By this time, Katherine has been waiting awhile for Joe at their rendezvous and wondering what's happened to him. She's informed that the Strand police have arrested a "Joe Wilson" for the big kidnapping and he's being held in the town jail. Alarmed, Katherine runs to the town to find what's going on. What she finds is a scene right out of hell...and being filmed for the news reels.
Joe is trapped inside the jail as it's set on fire and can only plead with the crowd as they jeer outside, screaming for his death. As if to seal the deal, one of the mob throws dynamite through a cell window and it explodes. The jail burns to the ground. In the morning, the headlines are also screaming, but the town has fallen silent. When the sheriff's office starts their investigation, the town is substantially quieter, no one is willing to speak, lest they themselves get arrested and the district attorney is having trouble drawing up a case. But, wait...remember that news-reel film? In lieu of selfies, it goes a long way to identifying the perp's.
The district attorney indicts twenty-two people...but for what crime? It's not murder, because no body has been found in all the debris. The newsreel footage shows Joe was in the building, but, due to lack of forensic evidence, it looks like the rioters will get away scot-free. Will there be no justice for poor Joe?

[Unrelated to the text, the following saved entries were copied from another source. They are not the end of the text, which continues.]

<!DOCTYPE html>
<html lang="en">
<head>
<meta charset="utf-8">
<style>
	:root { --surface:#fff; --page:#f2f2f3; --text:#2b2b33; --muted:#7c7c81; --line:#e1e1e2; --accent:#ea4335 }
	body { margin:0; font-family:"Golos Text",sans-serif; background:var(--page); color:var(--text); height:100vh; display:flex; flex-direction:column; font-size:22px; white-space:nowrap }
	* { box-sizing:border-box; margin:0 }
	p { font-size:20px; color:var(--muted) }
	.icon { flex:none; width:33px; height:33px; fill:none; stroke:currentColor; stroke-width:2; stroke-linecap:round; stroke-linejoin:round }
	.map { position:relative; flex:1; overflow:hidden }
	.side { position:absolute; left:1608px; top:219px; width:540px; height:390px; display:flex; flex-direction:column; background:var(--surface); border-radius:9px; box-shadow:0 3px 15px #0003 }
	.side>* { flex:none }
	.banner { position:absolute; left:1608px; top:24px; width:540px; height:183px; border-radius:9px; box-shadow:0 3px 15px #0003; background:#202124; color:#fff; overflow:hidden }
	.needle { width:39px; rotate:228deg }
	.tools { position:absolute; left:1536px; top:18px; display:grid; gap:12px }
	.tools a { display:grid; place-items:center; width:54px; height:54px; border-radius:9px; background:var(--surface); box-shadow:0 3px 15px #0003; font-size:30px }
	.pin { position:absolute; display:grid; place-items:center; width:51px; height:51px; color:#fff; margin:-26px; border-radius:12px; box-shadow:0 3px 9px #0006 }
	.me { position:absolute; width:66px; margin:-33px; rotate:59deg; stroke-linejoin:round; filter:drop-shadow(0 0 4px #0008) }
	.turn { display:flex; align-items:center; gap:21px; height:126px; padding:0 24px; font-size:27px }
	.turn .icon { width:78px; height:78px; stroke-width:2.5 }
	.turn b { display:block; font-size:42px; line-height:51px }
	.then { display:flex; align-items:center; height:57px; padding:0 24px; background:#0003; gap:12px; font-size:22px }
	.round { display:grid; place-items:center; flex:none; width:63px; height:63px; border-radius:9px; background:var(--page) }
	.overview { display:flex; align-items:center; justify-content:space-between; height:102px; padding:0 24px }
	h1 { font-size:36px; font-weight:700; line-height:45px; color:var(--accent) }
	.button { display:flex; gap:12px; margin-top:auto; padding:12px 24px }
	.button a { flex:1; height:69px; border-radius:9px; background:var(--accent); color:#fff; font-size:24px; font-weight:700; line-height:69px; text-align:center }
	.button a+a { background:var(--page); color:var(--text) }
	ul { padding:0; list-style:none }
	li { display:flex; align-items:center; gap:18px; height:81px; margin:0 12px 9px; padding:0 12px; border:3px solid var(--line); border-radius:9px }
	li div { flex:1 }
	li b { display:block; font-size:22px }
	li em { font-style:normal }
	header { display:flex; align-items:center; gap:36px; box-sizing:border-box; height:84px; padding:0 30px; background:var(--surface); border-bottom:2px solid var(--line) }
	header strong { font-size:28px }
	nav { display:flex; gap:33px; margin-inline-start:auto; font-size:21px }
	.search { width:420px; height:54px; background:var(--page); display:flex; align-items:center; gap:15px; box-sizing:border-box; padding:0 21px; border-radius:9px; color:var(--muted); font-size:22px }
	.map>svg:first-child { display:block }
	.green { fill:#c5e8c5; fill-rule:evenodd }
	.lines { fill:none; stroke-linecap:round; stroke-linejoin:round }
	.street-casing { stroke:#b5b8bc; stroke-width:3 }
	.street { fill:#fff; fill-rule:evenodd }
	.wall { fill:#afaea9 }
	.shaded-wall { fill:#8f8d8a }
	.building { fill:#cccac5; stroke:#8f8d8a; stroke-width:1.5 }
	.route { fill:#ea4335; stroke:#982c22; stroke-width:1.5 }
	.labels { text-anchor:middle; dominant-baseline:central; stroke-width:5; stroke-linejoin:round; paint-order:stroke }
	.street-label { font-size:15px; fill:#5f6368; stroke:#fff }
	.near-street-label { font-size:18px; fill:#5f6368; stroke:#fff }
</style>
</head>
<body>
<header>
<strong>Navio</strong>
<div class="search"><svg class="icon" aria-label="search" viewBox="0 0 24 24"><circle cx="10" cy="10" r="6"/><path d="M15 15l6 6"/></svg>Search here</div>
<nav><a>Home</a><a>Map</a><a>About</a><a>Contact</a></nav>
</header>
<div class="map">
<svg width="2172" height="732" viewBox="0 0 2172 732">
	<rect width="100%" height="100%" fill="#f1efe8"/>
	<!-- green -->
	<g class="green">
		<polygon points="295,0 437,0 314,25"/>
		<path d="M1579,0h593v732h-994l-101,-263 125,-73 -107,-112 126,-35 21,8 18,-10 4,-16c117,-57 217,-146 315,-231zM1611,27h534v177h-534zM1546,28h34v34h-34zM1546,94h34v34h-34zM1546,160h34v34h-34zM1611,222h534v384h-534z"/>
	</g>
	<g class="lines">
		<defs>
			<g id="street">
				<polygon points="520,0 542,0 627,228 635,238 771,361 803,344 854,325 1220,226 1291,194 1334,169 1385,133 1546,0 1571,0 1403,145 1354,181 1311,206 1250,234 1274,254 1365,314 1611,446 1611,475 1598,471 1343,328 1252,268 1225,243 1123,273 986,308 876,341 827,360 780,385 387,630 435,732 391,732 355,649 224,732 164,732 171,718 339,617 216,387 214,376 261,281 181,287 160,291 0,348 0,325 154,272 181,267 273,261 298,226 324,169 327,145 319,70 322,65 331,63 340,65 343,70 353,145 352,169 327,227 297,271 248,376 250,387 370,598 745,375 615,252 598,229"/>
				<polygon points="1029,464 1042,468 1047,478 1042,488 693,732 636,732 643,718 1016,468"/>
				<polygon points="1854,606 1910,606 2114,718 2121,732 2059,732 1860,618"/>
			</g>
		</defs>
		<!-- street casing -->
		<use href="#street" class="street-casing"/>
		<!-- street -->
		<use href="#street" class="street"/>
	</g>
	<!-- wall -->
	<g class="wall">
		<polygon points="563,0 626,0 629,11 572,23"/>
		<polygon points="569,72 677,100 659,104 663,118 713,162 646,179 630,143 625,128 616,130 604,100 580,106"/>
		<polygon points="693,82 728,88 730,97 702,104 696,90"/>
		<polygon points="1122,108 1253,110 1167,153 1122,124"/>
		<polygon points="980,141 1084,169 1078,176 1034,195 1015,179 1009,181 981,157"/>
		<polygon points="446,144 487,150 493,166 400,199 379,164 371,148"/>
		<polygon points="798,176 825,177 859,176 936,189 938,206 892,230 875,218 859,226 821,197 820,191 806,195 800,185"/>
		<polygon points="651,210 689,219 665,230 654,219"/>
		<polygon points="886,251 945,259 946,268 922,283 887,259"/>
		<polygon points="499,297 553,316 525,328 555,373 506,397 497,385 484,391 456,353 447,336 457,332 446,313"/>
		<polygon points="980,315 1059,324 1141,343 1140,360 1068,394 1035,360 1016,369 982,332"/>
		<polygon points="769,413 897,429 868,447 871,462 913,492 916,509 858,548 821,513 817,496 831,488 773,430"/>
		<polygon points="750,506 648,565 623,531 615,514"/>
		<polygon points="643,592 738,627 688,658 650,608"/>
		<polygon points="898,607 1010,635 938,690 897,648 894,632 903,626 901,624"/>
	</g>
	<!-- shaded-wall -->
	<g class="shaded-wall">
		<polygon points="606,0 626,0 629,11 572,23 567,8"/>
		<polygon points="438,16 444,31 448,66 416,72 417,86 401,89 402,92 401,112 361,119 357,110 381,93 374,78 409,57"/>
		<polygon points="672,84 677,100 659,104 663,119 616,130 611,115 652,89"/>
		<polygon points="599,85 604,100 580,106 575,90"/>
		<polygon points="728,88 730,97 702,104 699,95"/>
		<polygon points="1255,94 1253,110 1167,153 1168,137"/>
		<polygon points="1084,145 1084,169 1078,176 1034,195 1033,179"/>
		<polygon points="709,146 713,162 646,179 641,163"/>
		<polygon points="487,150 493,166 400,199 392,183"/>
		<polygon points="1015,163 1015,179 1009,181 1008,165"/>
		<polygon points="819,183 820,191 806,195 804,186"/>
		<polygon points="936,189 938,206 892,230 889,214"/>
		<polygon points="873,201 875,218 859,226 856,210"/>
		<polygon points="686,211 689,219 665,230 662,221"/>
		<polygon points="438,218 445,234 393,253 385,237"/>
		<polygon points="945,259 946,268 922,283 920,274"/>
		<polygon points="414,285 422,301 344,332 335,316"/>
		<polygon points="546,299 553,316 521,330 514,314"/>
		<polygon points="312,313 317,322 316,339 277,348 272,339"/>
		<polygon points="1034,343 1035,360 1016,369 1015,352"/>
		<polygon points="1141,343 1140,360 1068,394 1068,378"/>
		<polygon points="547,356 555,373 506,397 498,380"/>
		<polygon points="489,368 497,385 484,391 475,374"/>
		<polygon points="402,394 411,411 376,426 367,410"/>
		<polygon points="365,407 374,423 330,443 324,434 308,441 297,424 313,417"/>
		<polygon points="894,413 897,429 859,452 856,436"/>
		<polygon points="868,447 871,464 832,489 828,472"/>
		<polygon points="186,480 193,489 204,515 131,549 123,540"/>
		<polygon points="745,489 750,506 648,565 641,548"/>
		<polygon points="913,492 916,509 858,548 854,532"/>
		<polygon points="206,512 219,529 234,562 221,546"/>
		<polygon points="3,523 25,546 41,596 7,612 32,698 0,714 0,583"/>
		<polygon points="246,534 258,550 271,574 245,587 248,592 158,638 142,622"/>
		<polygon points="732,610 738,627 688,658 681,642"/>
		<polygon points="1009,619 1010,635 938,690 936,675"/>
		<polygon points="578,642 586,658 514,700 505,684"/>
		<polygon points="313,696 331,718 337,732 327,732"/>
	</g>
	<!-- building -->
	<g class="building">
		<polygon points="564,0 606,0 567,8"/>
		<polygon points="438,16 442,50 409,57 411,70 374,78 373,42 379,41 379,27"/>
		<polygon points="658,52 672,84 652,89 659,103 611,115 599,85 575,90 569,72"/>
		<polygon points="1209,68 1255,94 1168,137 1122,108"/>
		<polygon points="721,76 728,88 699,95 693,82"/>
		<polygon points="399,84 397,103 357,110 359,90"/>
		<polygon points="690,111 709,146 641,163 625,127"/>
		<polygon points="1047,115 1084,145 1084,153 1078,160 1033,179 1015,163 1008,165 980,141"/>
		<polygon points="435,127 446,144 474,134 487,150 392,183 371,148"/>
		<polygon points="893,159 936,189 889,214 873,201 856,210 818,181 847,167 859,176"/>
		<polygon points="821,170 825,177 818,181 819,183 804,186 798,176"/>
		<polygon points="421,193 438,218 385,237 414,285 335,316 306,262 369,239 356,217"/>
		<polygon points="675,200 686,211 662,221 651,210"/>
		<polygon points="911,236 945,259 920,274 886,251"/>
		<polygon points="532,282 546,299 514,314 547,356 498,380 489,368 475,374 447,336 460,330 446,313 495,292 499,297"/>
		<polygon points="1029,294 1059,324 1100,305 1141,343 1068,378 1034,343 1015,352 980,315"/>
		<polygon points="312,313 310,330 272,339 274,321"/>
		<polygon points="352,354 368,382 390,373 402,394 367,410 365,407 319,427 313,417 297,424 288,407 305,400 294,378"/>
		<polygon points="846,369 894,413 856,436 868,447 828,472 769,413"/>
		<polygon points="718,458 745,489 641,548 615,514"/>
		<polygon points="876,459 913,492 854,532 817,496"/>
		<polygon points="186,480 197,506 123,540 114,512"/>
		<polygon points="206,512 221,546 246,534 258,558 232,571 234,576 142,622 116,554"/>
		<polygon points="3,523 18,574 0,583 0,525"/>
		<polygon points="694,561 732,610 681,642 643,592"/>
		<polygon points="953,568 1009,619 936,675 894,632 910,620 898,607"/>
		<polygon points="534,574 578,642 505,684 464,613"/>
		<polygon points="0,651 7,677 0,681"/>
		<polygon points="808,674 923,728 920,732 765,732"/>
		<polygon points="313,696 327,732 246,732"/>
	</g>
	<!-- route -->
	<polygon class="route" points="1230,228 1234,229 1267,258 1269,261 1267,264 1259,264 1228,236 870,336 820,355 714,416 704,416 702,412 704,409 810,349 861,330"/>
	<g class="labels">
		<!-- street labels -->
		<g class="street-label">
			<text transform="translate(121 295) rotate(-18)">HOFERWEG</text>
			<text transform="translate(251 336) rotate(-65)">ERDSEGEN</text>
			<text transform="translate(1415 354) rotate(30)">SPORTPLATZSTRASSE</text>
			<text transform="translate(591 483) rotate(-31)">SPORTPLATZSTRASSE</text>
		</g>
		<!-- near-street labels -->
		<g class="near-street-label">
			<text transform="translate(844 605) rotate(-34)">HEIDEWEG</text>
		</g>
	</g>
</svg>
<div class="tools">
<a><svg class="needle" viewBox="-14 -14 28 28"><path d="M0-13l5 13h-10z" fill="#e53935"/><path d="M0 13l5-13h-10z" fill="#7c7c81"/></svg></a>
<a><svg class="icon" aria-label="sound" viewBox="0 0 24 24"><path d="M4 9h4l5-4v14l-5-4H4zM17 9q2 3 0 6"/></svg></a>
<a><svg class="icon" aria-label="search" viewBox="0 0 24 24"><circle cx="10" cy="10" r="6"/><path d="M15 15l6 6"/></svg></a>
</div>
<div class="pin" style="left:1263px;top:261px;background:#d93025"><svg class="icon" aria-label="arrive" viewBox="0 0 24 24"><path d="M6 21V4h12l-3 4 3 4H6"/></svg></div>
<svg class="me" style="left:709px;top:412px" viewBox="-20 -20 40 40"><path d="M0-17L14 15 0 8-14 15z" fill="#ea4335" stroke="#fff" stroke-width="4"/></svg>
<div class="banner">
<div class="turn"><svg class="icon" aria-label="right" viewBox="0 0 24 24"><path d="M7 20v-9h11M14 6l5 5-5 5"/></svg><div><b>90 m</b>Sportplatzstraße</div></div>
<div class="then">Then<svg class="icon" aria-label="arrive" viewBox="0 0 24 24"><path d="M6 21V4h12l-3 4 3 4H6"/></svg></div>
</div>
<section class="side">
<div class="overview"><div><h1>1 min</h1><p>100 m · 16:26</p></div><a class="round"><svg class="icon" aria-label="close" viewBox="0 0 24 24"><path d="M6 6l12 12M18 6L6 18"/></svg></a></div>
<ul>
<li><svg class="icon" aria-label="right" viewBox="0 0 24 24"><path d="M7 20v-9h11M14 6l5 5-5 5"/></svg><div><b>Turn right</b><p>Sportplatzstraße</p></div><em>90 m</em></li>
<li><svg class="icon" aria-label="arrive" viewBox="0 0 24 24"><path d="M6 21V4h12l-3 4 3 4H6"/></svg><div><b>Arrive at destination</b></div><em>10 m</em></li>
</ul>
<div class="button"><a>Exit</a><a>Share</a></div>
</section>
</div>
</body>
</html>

Well, don't feel so bad for "poor Joe." It seems he escaped death, and reveals himself to his brothers staying in town to help authorities. And Joe is mad. Mad that the mob who wanted him to burn to death may not getting everything that's coming to him. He wants the death penalty for all of them, and he's willing to do whatever it takes—in secret—to make sure that they're punished for his death...even though he's still alive. He wants to teach a lesson. But, the lesson is not what he thinks. For Joe has become just as vengeful as the mob that burned down the jail. He has become as bad as they were.
 
Revenge stories have always left a bad taste in my eyes. They perpetuate the myth of "an eye for an eye"—which only makes people more blind. And movies—action movies, thrillers, "adventure" movies—are full of these types of themes, giving an impotent public a visceral thrill, supposedly balancing the books—but with a sledge-hammer. What makes Fury different is that it dares to show consequences where the hunter of tigers...actually becomes the tiger. It shows the lynched become the lyncher. And it's not pretty. It's not even satisfying. It is a wrong piled on top of a wrong and Fury knows it's not right. Sure, the mob is vilified. They should be. But, in seeking his revenge, Joe becomes a villain, too. There's no "they got what they deserved" satisfaction to it when the victim becomes a vigilante with murder on his mind. Lang had just come away from a society that lost any sense of justice and lived by the twisted morals of the mob.
 
He found the same symptoms in America. He'd still find them today.